Rosalie took another deep breath. “The woman refuses to talk to me, and the informant wouldn’t give me her name even when I offered him money.”

“If you think he’s telling the truth, I’ll offer him enough money so he’ll talk,” Cooper assured her. “What’s his name?”

“Calvin Brinton. He lives in San Antonio. And he has a record a mile long, mainly for petty stuff, but he did some time for forgery about a decade ago.”

Cooper looked at Colt. “I’m on it,” Colt assured him, and he hurried back to one of the offices, no doubt to make a call to locate everything he could about this criminal informant.

“Brinton said a woman who was a friend of friend had found a baby boy nearly two years ago after the flood,” Rosalie continued. “According to this woman, the baby was floating in his car seat, and she rescued him.”

God, it was hard to hear this. His son could have been out there on that raging creek. A dozen bad things could have happened to him. If this woman was telling the truth about rescuing him, then she had also saved his life.

Jessa started shaking her head. “Why didn’t the woman report it?”

Cooper had the same damn question. He’d died a thousand times after Molly’s death and his son’s disappearance. And yeah, he was thankful for the rescue, but not thankful that his baby had been kept from him.

“This is where the story gets a little sticky,” Rosalie went on. “The woman says she’d heard of someone who would pay big bucks for a healthy newborn, so she made some calls and arranged to meet with this person.”

That immediately got his attention. “Peggy Dawes?”

“No. I’m sorry.” She turned to Jessa. “She said the woman was
you.

“Then she’s lying,” Jessa insisted. “She’s lying,” she repeated to Cooper.

He ignored her for the time being. “What else did the woman tell your criminal informant?”

Rosalie didn’t look especially eager to continue, but she nodded eventually. “She said that Jessa wanted the adoption to look aboveboard, so she gave the woman the name of a baby broker who was in turn supposed to contact an adoption attorney.”

“I didn’t,” Jessa protested. She caught Cooper’s arms, pulling him around to face her. “I wouldn’t do anything like that.”

“I know. But we could still get some truthful information from this woman if we can find her. My guess is that she’s covering for the real kidnapper and purposely gave that false info about you to the criminal informant.”

Jessa stayed quiet a moment, obviously giving that some thought, and he saw the muscles in her arms and shoulders relax a bit when she realized he wasn’t accusing her of anything.
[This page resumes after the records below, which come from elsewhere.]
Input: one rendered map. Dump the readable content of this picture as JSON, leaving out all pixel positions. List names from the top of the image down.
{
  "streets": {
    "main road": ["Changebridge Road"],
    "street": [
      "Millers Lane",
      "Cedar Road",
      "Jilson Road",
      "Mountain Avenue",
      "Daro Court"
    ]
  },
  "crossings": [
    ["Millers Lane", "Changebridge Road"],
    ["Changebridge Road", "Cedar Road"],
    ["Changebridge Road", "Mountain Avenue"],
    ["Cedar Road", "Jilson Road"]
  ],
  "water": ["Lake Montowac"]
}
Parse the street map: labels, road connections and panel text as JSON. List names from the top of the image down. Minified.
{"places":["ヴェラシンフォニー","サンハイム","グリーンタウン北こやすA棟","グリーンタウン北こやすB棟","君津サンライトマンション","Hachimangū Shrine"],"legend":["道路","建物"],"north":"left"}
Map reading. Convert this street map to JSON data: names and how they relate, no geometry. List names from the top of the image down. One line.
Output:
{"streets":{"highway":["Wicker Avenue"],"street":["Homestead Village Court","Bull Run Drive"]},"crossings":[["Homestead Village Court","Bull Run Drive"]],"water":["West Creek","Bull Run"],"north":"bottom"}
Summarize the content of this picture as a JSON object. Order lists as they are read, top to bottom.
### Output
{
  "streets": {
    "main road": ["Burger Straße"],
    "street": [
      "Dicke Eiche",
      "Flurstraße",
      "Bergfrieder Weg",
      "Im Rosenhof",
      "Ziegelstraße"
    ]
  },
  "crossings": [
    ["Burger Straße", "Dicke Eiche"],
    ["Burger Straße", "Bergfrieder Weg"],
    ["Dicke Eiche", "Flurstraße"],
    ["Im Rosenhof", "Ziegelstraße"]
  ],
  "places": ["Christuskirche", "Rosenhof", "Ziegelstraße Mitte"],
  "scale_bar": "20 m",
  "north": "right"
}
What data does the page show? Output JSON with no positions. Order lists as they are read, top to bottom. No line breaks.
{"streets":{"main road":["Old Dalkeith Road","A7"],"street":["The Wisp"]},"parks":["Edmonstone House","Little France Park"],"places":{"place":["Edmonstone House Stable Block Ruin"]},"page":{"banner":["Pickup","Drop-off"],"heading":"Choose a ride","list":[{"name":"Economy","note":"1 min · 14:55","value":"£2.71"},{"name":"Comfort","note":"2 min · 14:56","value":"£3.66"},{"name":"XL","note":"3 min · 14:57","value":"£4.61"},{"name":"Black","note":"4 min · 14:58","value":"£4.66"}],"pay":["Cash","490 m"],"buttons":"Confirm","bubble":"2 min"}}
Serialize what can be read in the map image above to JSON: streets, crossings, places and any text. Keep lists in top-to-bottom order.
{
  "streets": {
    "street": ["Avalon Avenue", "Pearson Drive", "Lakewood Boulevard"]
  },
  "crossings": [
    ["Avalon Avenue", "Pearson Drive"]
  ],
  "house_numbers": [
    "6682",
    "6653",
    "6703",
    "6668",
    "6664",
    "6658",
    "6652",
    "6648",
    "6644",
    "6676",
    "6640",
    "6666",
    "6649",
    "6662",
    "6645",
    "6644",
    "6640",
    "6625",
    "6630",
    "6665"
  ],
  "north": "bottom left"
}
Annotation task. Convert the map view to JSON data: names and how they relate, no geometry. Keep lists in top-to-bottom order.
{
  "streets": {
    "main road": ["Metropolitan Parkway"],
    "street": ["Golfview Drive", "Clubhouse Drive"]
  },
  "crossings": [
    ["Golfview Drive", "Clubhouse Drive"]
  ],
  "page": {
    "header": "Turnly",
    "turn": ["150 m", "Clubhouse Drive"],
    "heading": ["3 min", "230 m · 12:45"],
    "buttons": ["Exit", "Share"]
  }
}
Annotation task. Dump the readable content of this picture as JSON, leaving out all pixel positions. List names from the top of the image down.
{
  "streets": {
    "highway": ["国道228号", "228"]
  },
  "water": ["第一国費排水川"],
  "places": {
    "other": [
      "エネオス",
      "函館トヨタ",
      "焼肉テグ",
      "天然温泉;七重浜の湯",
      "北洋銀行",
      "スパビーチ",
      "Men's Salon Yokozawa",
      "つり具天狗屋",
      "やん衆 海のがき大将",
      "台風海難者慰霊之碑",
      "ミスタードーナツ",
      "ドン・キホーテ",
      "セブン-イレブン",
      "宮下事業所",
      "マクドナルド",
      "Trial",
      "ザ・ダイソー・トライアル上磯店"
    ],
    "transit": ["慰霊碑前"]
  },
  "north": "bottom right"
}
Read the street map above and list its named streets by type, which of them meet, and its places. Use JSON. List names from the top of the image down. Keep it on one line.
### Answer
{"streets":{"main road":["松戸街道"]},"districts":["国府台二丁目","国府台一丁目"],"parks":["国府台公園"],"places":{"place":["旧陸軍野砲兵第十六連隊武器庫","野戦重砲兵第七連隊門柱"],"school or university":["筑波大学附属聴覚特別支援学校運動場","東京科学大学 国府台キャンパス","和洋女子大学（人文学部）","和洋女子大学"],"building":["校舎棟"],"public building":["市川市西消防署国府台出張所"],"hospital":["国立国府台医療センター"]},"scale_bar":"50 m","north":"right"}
“We need to start by locating the criminal informant and pressuring him to give us her name,” Cooper said, and he met Rosalie’s gaze. “Thank you for bringing this to me.”

Rosalie nodded, but she didn’t get a chance to say anything because Tucker spoke first.

“Who else knows about this Calvin Brinton and what he told you?” he asked Rosalie. Unlike Cooper, Tucker’s question sounded more like an interrogation.

Rosalie lifted her shoulder. “I’m not sure. I’ve talked to a lot of people, and Brinton’s someone I use often when I’m following a lead.”

Cooper and Tucker exchanged glances, and Cooper knew what had triggered his brother’s question.

Hell.

“This could put both Brinton and you in danger,” Cooper told his sister. “The woman, too. Until we get this situation under control, it’s best if you take some precautions. Don’t go anywhere unless one of us or your sister is with you.”

Cooper had expected that to frighten Rosalie, but it didn’t. She only gave a resolute nod. He wanted to add that she should back off from her investigation for a while, but a mere request from him wouldn’t stop a parent in search of her missing child. Heck, once the danger was over for Liam and Jessa, Cooper would jump to help Rosalie himself.